Canadians citizens of Japanese heritage never did fully recover from having been stripped of all their assets during the Second World War and then shipped off to what were essentially prison farms in B.C.’s Interior or further east in Canada, or offered the option of “returning” to Japan, a country many had never even visited.

Not to be forgotten in all of this is what we, as a matter of national policy, did to First Nations, tearing their children from families and sending them to residential schools and the frequent hell of sexual and physical abuse.

We have since officially expressed regret over that, too.

Then there was the case of Jewish refugees, some of my ancestors I have been told among them, who were fleeing the pogroms of Europe and Hitler’s “solution” only to be turned back by Canada before, during and after the Second World War.

This is not to say we have not had moments to be proud of. Recollections of Canada’s racist policy towards Jewish immigration prompted quite a different response in 1979 to the Vietnamese “boat people” escaping the Communist regime.

Globe and Mail reporter Sean Fine noted this last week in a story with the print headline “When Canada was a leader.”  Deputy Immigration Minister John Manion brought the manuscript of None Is Too Many: Canada and the Jews of Europe 1933-1948  to Ron Atkey the Immigration Minister in the new Tory government of Joe Clark.

“This should not be you,” Manion told Atkey. Atkey took that message to the Progressive Conservative cabinet table. While there was some resistance, both Clark and External Affairs minister Flora MacDonald were in support. Last week, Clark told the Globe, “He drew the parallels to our attention.”

That, and a conversation with then-U.S. president Jimmy Carter, led to Canada stunning the world by upping its refugee target from 12,000 to 50,000.
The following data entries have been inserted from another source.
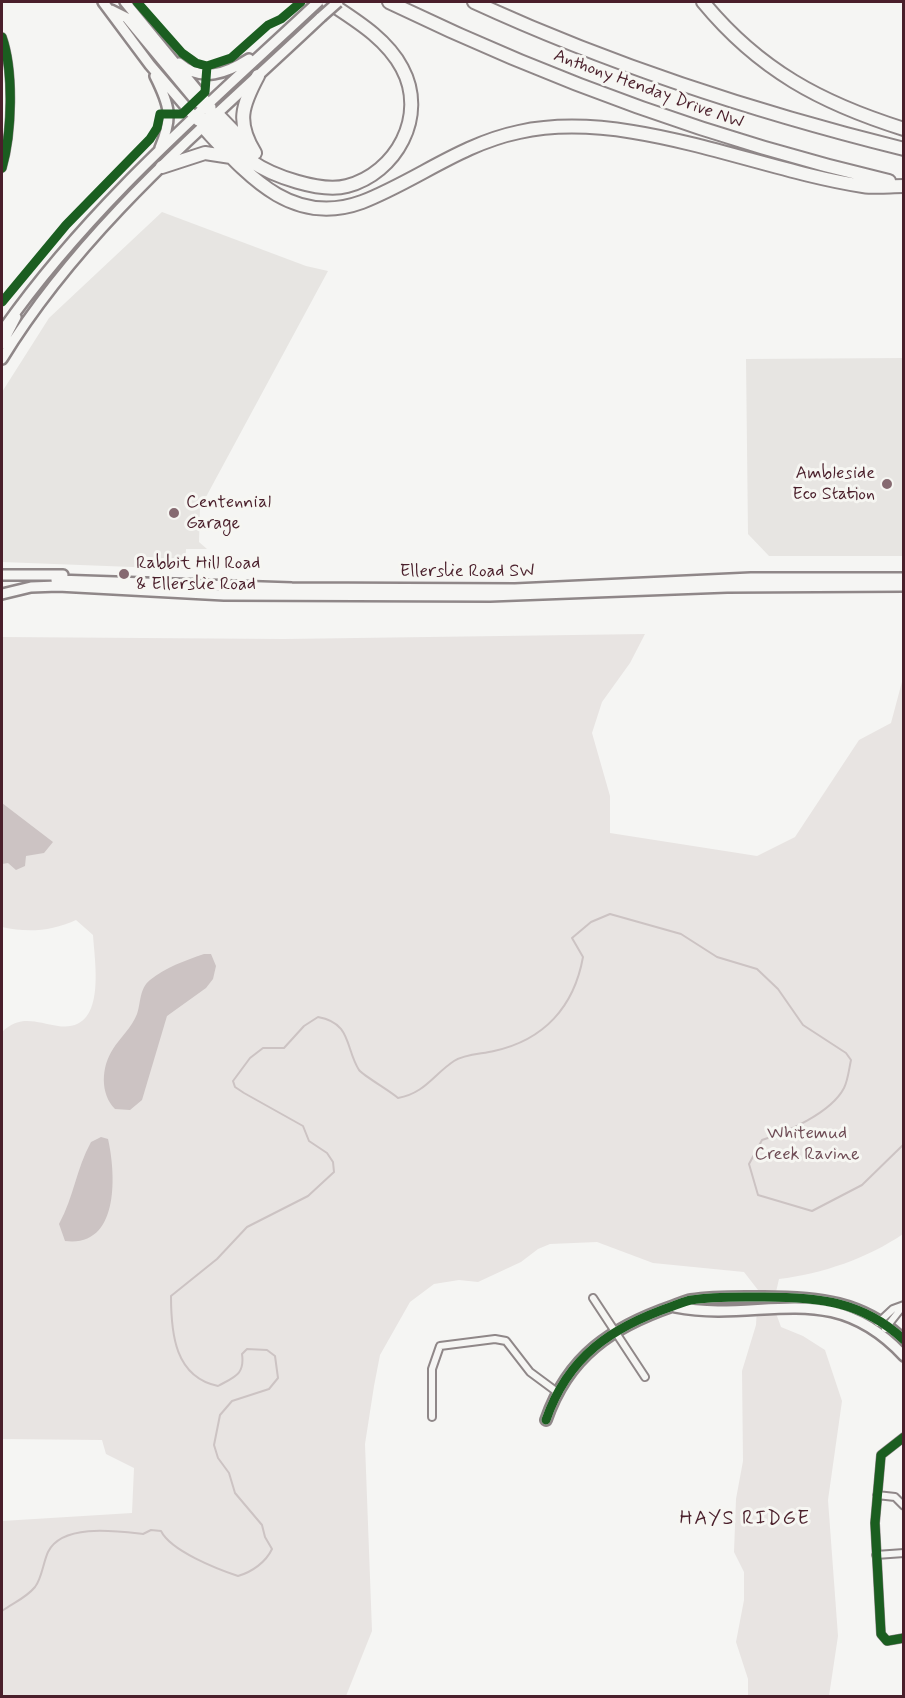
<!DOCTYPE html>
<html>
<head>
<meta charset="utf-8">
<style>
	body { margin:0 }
	#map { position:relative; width:905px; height:1698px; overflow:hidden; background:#f5f5f3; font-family:Mynerve,sans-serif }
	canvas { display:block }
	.frame { position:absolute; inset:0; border:3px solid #4a1f2b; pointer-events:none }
</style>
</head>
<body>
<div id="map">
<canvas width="905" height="1698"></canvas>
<div class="frame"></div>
</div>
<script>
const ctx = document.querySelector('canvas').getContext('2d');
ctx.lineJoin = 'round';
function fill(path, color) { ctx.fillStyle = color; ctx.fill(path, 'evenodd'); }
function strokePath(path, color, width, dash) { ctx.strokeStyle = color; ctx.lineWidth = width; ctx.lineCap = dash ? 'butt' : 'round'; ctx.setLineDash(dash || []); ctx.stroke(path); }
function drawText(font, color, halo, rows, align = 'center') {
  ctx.font = font + ' Mynerve,sans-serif'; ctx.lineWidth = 6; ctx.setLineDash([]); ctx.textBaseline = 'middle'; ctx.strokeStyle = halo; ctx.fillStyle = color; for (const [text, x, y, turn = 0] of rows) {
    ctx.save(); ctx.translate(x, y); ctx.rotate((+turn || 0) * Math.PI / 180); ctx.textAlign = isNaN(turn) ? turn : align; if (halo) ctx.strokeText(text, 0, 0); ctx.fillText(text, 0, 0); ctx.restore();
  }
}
fill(new Path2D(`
	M162,212L306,266L328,271L200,508L199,542L207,549H186L185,569L2,562V392L49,318Z
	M903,358V556H769L748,534L746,359Z`), '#e7e5e2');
fill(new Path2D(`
	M645,634L630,663L602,702L592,733L610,796V833L757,856L795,837L859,740L891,723L903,678V1234C868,1258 822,1274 779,1279L773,1305L781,1327L803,1336L825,1350L842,1401L828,1500L838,1636L829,1696H748V1679L736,1642L744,1600V1572L734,1552L736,1499L743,1461L742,1371L756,1325L758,1290L744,1272L653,1263L597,1242L550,1244L538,1249L521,1262L478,1282L459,1280L434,1284L410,1302L380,1355L374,1386L365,1444L372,1631L346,1696H2V1521L132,1513L134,1468L106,1454L102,1440L2,1439V1032C21,1014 37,1023 58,1026C107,1033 95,965 93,935L76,920C52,931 28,933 2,927V637L284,639Z`), '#e8e4e2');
fill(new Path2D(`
	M2,803L53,842L44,853L26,856L25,866L16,870L8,863L2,864Z
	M204,954H211L216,966L213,979L206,988L167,1016L142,1100L130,1110L115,1109C100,1094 101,1067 113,1049C120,1038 132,1027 137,1014C141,1003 139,989 150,980C166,967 184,961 204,954Z
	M101,1137L108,1139C116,1174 120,1248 65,1241L59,1224C74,1197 76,1169 91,1142Z`), '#ccc3c3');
strokePath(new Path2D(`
	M2,1611C13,1603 26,1598 35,1587C42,1578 43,1563 48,1552C62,1523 117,1531 143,1534L151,1530L161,1531C171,1551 217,1569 238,1576C252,1572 266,1562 272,1549L265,1537L262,1525L235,1493L229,1473L218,1458L214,1445L220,1415L232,1401L269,1389L278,1378L275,1356L267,1350L247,1349L242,1354C245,1375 234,1377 218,1386C175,1377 171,1334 171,1296L217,1259L247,1227L308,1196L334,1172L333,1162L327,1153L309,1141L303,1126L244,1093L235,1087L233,1081L250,1058L263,1048H284L304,1026L318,1017C352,1023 345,1048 359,1070C364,1076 390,1091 398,1098C425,1093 433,1075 454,1061C465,1054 482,1054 494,1051C544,1040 574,1007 583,957L572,938L591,922L610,914L681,934L717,957L757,969L778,989L803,1025L846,1053L851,1060C849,1069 848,1080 844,1088C831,1113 787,1132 762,1140L749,1164L758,1195L812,1211L862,1185L904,1144`), '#ccc3c3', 2);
const street = new Path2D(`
	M2,37C14,71 12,133 2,168
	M593,1298L645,1377
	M878,1323L893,1309L904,1305
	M885,1329L903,1306
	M432,1417V1369L440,1346L495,1339L506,1341L530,1372L557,1392
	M904,1437L881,1455L875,1523L881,1634L887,1641L904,1638
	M877,1495L895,1497L904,1506
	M876,1555L904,1553`);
const secondary = new Path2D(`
	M103,2L150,65L198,121
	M125,2L211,107
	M111,10L127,18L196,101L209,111
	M179,63C202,83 227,73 249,59
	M155,76C170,106 173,117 160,148
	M2,331C90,205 207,106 318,2
	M2,344L16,317
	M2,359C84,225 208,124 321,17
	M2,575H63
	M56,580L292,588L515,589L751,578H904
	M2,594L31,587L58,586L224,595L490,596L727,587L904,586
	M675,1307C762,1324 830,1276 904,1356
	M546,1420C568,1356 612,1327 673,1306C679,1304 685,1301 691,1300C714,1296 740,1297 764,1297C817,1297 863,1301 904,1340`);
const highway = new Path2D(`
	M389,2C550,80 715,140 889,181
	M474,2C613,66 755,112 904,149
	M703,2C759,70 821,103 904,129
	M217,114L247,145
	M195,117C220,120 232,148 251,161C272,176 321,193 347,186C396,173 428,116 402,68C386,38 355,20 328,2
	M203,127C247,174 291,228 362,202C416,181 461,144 519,132C627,108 756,170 863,186C876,188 890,186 904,186
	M255,153C236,122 242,106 258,76
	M162,167L205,153L231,157`);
strokePath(street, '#8f8788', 10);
strokePath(secondary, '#8f8788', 14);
strokePath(highway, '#8f8788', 16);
strokePath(street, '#f5f5f3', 6);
strokePath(secondary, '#f5f5f3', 9);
strokePath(highway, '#f5f5f3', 12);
const secondaryBridge = new Path2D(`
	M321,17L338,2`);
strokePath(secondaryBridge, '#8f8788', 14, []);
strokePath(secondaryBridge, '#f5f5f3', 9);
strokePath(new Path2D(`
	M137,2L182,53L196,63L207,66L231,58L268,25L281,19L301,2
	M2,37C14,71 12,133 2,168
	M2,302L66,225L150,139L157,128L160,114H182L205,92L207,66
	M546,1420C568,1356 612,1327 673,1306C679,1304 685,1301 691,1300C714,1296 740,1297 764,1297C817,1297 863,1301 904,1340
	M904,1437L881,1455L875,1523L881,1634L887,1641L904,1638`), '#1b5e20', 9);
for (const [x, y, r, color] of [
	[887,484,6,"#866a71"],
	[174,513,6,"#866a71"],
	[124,574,6,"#866a71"]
]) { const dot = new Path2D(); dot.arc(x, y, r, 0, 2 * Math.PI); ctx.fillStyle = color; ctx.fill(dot); strokePath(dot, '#f6f6f2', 2); }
drawText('18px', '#4a1f2b', '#f6f6f2', [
	["Anthony Henday Drive NW",648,90,20],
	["Ellerslie Road SW",467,572]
]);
drawText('18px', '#4a1f2b', '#f6f6f2', [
	["Ambleside",875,474,"right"],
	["Eco Station",875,495,"right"],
	["Centennial",186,503],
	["Garage",186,524],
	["Rabbit Hill Road",136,564],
	["& Ellerslie Road",136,585]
], 'left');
drawText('18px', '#6f4d56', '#f6f6f2', [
	["Whitemud",807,1134],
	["Creek Ravine",807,1155]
]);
ctx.letterSpacing = '1.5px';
drawText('20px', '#4a1f2b', '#f6f6f2', [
	["HAYS RIDGE",745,1520]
]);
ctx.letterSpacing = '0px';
</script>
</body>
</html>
It was also proof that Canada was capable of handling relatively massive refugee resettlement programs.

Unfortunately we seem to have slipped back to being our more traditional parsimonious selves. Regardless of Harper’s claims to the contrary, we are no longer leaders or even close.
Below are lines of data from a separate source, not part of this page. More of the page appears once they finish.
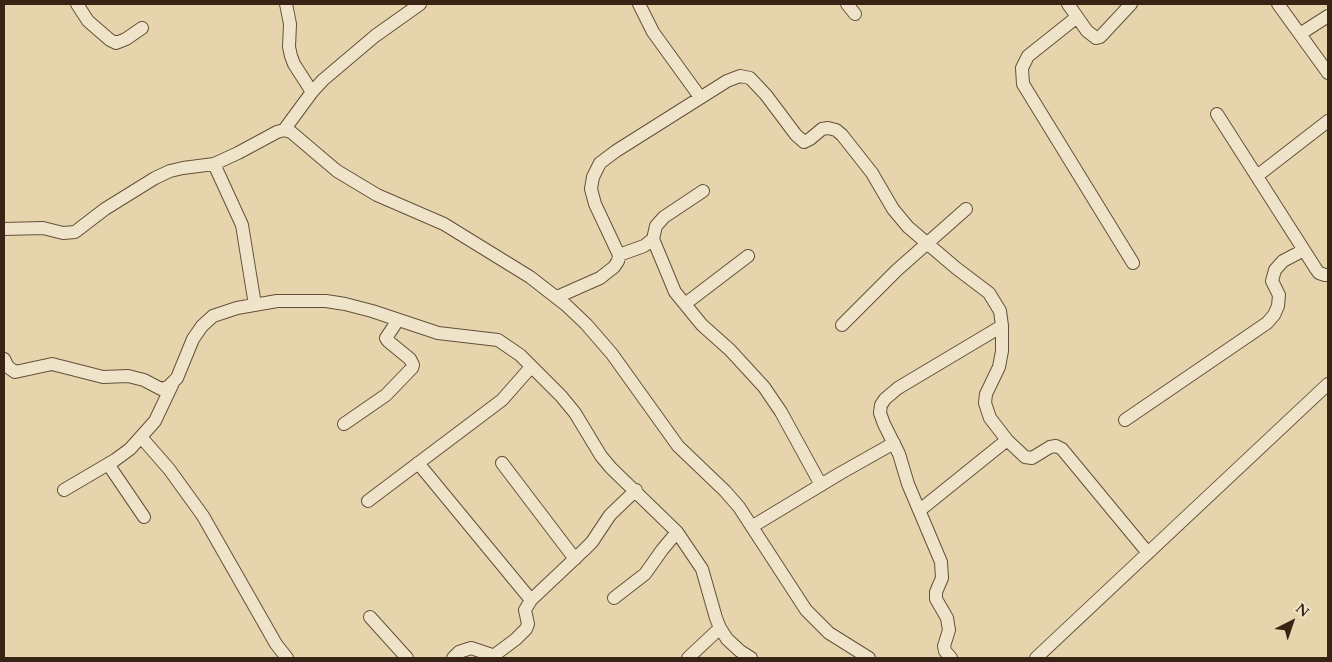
<!DOCTYPE html>
<html>
<head>
<meta charset="utf-8">
<style>
	body { margin:0 }
	#map { position:relative; width:1332px; height:662px; overflow:hidden; background:#e6d5ac; font-family:Cardo,serif }
	canvas { display:block }
	.frame { position:absolute; inset:0; border:5px solid #382314; pointer-events:none }
	.north { position:absolute; left:1267px; top:597px; width:50px; height:50px; -webkit-text-stroke:4px #efe4c9; paint-order:stroke; rotate:41deg; font-size:14px; font-weight:700; line-height:20px; text-align:center; color:#382314 }
	.north::after { content:''; display:block; margin:auto; width:18px; height:22px; background:#382314; clip-path:polygon(50% 0,100% 100%,50% 72%,0 100%) }
</style>
</head>
<body>
<div id="map">
<canvas width="1332" height="662"></canvas>
<div class="frame"></div>
<div class="north">N</div>
</div>
<script>
const ctx = document.querySelector('canvas').getContext('2d');
ctx.lineJoin = 'round';
const shape = rows => new Path2D(rows.map(r => 'M' + r).join(''));
function trace(path, color, width, dash) { ctx.strokeStyle = color; ctx.lineWidth = width; ctx.lineCap = dash ? 'butt' : 'round'; ctx.setLineDash(dash || []); ctx.stroke(path); }
const minor = shape([
	[77,4,88,21,110,40,116,43,126,39,142,28],
	[286,4,290,24,289,47,291,56,294,64,312,92],
	[639,4,653,32,700,97],
	[847,4,855,14],
	[1068,4,1087,31,1096,38,1100,37,1103,34,1131,4],
	[1278,4,1328,73],
	[1077,17,1028,56,1022,68,1023,84,1133,263],
	[1300,34,1328,16],
	[1217,114,1316,269,1319,273,1325,275,1328,275],
	[284,130,312,92,323,80,375,36,420,4],
	[214,164,242,225,255,305],
	[1257,176,1328,121],
	[4,229,43,228,63,233,75,232,105,209,155,178,170,171,183,168,214,164,238,153,277,132,284,130,291,132,337,171,377,195,444,224,530,277,566,305,586,324,612,354,678,446,725,491,739,507,806,610,829,633,869,658],
	[653,239,675,292,702,325,730,350,764,387,781,412,821,485],
	[619,255,644,246,648,243,653,239,656,226,664,217,703,191],
	[557,297,600,278,614,267,618,261,619,255,595,204,591,189,593,177,600,163,616,151,727,81,740,76,750,78,766,95,796,135,804,142,810,139,822,129,828,128,836,130,842,135,872,173,893,209,908,227,956,268,989,293,1000,311,1002,326,1002,351,999,367,986,394,985,403,990,418,1007,440,1025,457,1032,458,1050,447,1056,446,1062,449,1148,553],
	[685,304,748,256],
	[842,325,897,270,966,209],
	[4,359,8,367,15,372,52,364,103,377,128,376,144,380,161,389,168,387,177,378,193,339,202,326,213,316,237,308,277,301,326,301,345,304,372,311,438,333,498,340,520,355,561,396,575,413,601,456,611,468,677,532,702,569,716,618,720,628,727,639,740,651,751,658],
	[1125,420,1267,323,1274,315,1278,306,1279,295,1272,281,1275,270,1283,261,1304,250],
	[344,424,386,395,412,368,413,365,410,359,388,341,386,338,398,320],
	[141,437,169,469,203,516,276,644,287,658],
	[418,463,531,600],
	[502,463,575,559],
	[108,464,144,517],
	[64,490,115,460,130,449,155,421,173,383],
	[368,501,502,400,531,367],
	[920,510,1007,440],
	[753,526,839,474,894,443],
	[614,598,645,574,662,550,677,532],
	[370,617,407,658],
	[453,658,459,652,471,648,492,655,496,654,516,639,526,629,528,624,525,610,531,600,584,550,592,542,610,515,636,490],
	[688,658,720,628],
	[951,658,945,651,944,646,949,630,947,618,936,599,936,592,942,578,941,562,908,484,899,454,884,424,880,413,881,405,885,399,898,388,1002,326],
	[1036,658,1328,384]
]);
trace(minor, '#64503a', 14);
trace(minor, '#efe4c9', 12);
</script>
</body>
</html>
While Germany is talking about accepting refugees and migrants in the order of 800,000 and allocating a budget of $6.6 billion dollars, Harper has set our target most recently at 10,000. (At one point, when asked about how much of that target Canada had met, journalists were told they would have to file a request under Freedom of Information legislation.)
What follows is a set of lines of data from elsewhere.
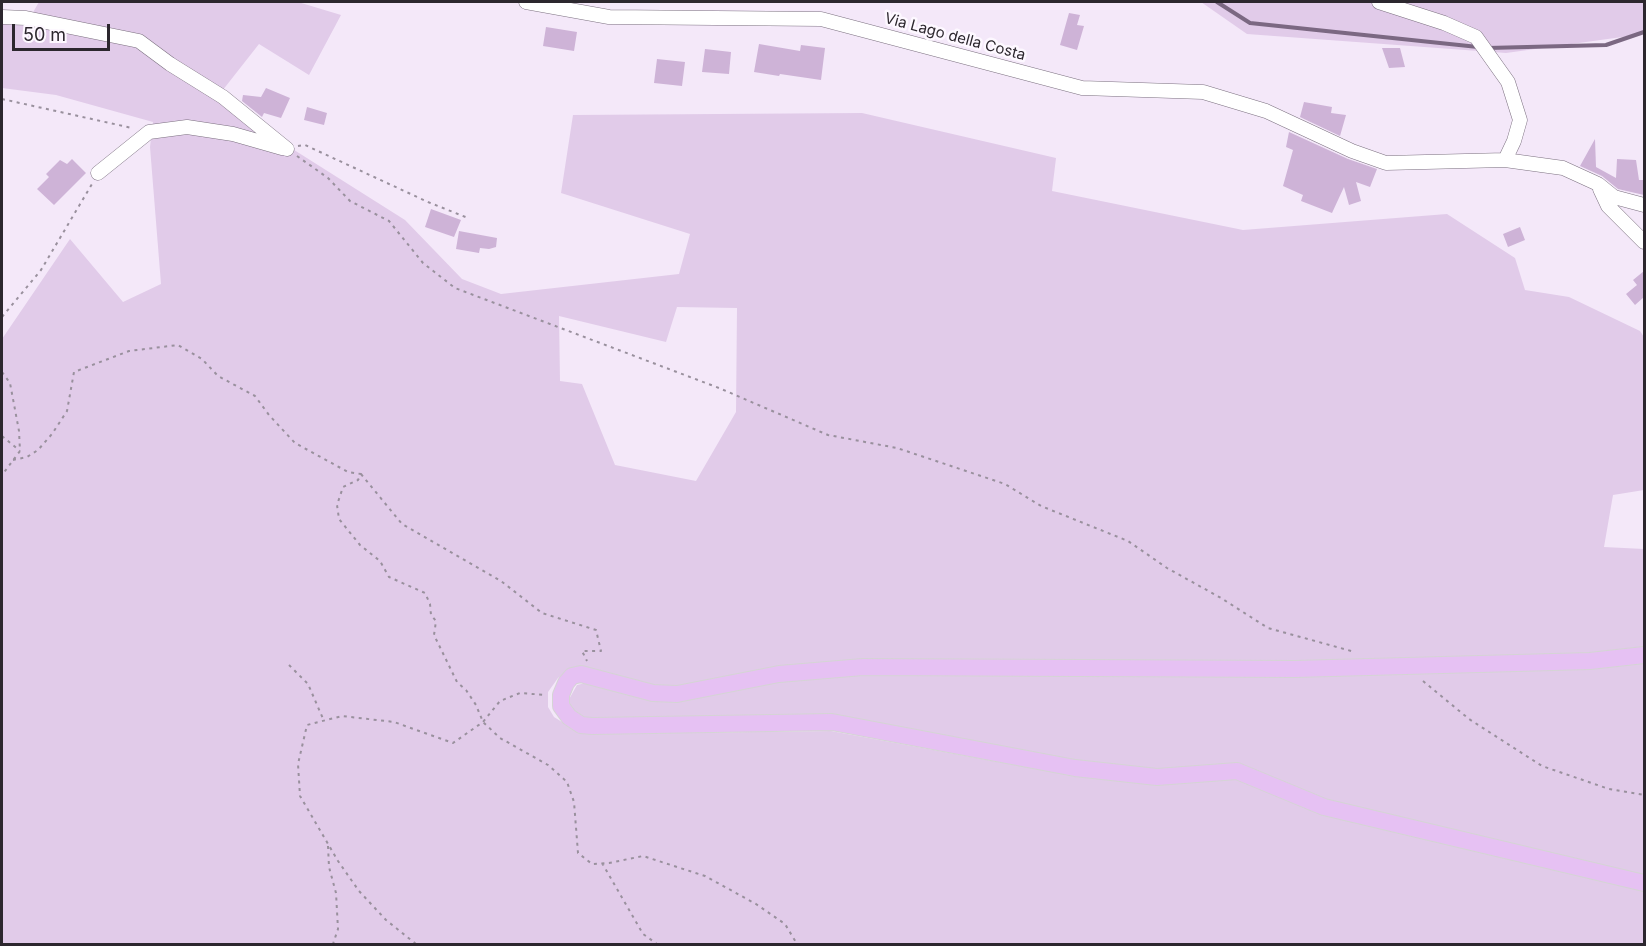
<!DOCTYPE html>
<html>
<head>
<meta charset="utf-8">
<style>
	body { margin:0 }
	#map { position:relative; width:1646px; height:946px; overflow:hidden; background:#f4e8f9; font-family:Inter,sans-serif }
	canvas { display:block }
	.frame { position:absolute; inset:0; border:3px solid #2c272e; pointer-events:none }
	.scale { position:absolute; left:12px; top:24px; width:98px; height:27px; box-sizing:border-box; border:3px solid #2c272e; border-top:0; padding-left:8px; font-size:18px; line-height:21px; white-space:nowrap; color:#2c272e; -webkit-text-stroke:4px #fdf8ff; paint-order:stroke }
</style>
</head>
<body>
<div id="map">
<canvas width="1646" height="946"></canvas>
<div class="frame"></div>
<div class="scale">50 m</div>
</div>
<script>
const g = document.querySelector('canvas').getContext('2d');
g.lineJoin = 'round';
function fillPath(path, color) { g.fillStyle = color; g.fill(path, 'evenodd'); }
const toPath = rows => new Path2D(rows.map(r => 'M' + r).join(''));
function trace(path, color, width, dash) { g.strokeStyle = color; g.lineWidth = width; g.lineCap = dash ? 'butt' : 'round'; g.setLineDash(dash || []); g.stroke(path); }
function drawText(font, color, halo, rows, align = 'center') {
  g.font = font + ' Inter,sans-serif'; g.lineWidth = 5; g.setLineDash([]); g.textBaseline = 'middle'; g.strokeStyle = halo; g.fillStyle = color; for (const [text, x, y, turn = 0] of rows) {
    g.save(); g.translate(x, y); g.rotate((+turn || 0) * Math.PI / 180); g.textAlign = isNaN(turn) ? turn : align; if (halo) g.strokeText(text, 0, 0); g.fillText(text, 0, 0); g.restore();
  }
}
fillPath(toPath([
	[39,2,298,2,341,15,309,75,259,44,215,100,405,220,462,279,501,294,679,274,690,234,561,193,573,115,862,113,1056,158,1052,191,1243,230,1447,214,1515,258,1525,290,1569,297,1640,331,1644,337,1644,490,1613,495,1604,547,1644,549,1644,647,1589,653,1295,662,862,661,677,688,654,687,569,671,558,678,548,692,548,707,554,717,578,732,591,734,831,731,1074,776,1235,779,1322,815,1644,891,1644,944,2,944,2,339,70,239,123,302,161,284,150,147,153,122,56,95,2,88,2,23,25,26],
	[677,307,737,308,736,412,696,481,615,465,582,384,560,381,559,316,666,342],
	[1201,2,1644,2,1644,34,1506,53,1247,34],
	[1644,662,1644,875,1327,800,1238,763,1157,769,1077,760,833,715,592,718,584,717,573,710,568,701,577,685,590,682,623,693,863,674]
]), '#e1cbe9');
trace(toPath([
	[1217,2,1250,23,1478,47],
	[1488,48,1606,45,1644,32]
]), '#7b6882', 4);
fillPath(toPath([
	[1069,13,1080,15,1077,25,1084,26,1077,50,1060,45],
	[546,27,577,32,574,51,543,46],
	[759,44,800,51,801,45,825,48,821,80,780,74,779,76,754,72],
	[1382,48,1400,48,1405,67,1389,68],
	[705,49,731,52,729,74,702,72],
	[657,59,685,62,682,86,654,83],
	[266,88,290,98,281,118,264,113,262,117,242,101,243,95,261,97],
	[1304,102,1332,107,1331,113,1346,115,1340,136,1300,117],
	[307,107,327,113,324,125,304,120],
	[1289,132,1348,159,1377,169,1370,187,1356,182,1361,201,1349,205,1344,187,1332,213,1301,201,1303,195,1283,186,1293,150,1286,147],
	[1595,139,1596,167,1616,178,1617,159,1636,160,1639,180,1644,180,1644,195,1618,189,1602,176,1580,166],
	[72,159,86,173,54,205,37,189,49,177,46,174,60,160,67,164],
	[431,209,461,220,454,237,425,227],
	[1520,227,1525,240,1508,247,1503,234],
	[459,231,497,238,496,247,489,249,480,248,479,253,456,249],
	[1644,271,1644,297,1635,305,1626,294,1637,285,1633,280]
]), '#ceb3d7');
const minor = toPath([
	[526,2,609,17,821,19,1082,88,1203,92,1266,111,1352,151,1386,163,1505,160,1563,168,1598,184,1614,197,1644,205],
	[1379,2,1444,23,1476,37,1508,82,1520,120,1514,141,1505,160],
	[2,17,26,18,139,41,170,64,223,97,287,149],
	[98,173,149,132,187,127,233,134,282,148],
	[1600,189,1608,206,1644,242]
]);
const major = toPath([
	[1644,655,1590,661,1295,669,863,667,779,674,677,694,653,693,581,674,572,676,566,683,561,695,561,706,569,717,581,725,592,726,832,722,1075,768,1157,777,1237,771,1324,807,1644,883]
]);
trace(minor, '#7c7180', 15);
trace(major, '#d5d4d5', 18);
trace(toPath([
	[2,99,132,128],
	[298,146,305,145,428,202,468,218],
	[297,156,328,178,350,201,389,221,423,263,455,288,719,388,828,435,897,448,1005,484,1041,506,1128,541,1167,568,1221,598,1268,628,1355,652],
	[2,317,41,270,92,184],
	[2,372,10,383,19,431,20,451,2,475],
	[2,436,20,451],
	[13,460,27,457,38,450,52,434,67,411,74,372,129,351,178,345,202,359,218,376,255,396,269,415,295,443,348,472,361,474,358,480,343,487,337,505,339,519,360,545,380,561,389,577,425,593,430,604,431,615,436,621,434,635,457,682,466,690,476,705,483,722,500,738,548,765,567,782,574,802,578,853,592,864,609,863,643,856,705,876,756,904,785,924,797,944],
	[361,474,402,524,501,581,542,613,596,630,601,651,582,651,587,661],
	[289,665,308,684,324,721],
	[1423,681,1469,719,1542,766,1609,789,1644,795],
	[328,846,329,867,336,893,338,929,333,944],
	[602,863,643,934,657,944],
	[416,944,386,920,359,891,338,861,300,796,298,764,307,725,342,716,394,722,453,743,483,722,500,701,520,693,546,695]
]), '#99909d', 2, [3, 4.5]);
trace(minor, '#fff', 14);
trace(major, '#e6c1f3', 16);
drawText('15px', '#2c272e', '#fdf8ff', [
	["Via Lago della Costa",955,37,15]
]);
</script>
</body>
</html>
In spite of Harper’s reticence there is a ground swell of support from Canadians to do more.

Mayors of major cities across Canada, including Vancouver’s Gregor Robertson, are encouraging folks to find out what they can do. Tuesday night there was a forum at City Hall explaining how to do just that.

But while many hold out the hope that this will not become a partisan issue, many, including Calgary Mayor Naheed Nenshi, point out how Harper’s regime has made it more difficult for both immigrants and refugees to enter Canada; they’ve changed the rules and reduced resources available to process applications.

The tipping point for our concern may well have been the picture of three-year-old Alan Kurdi’s dead body washed up on a Turkish beach. If nothing else, it should serve to remind us that it is far better to open our arms today than say we are sorry for not doing enough tomorrow.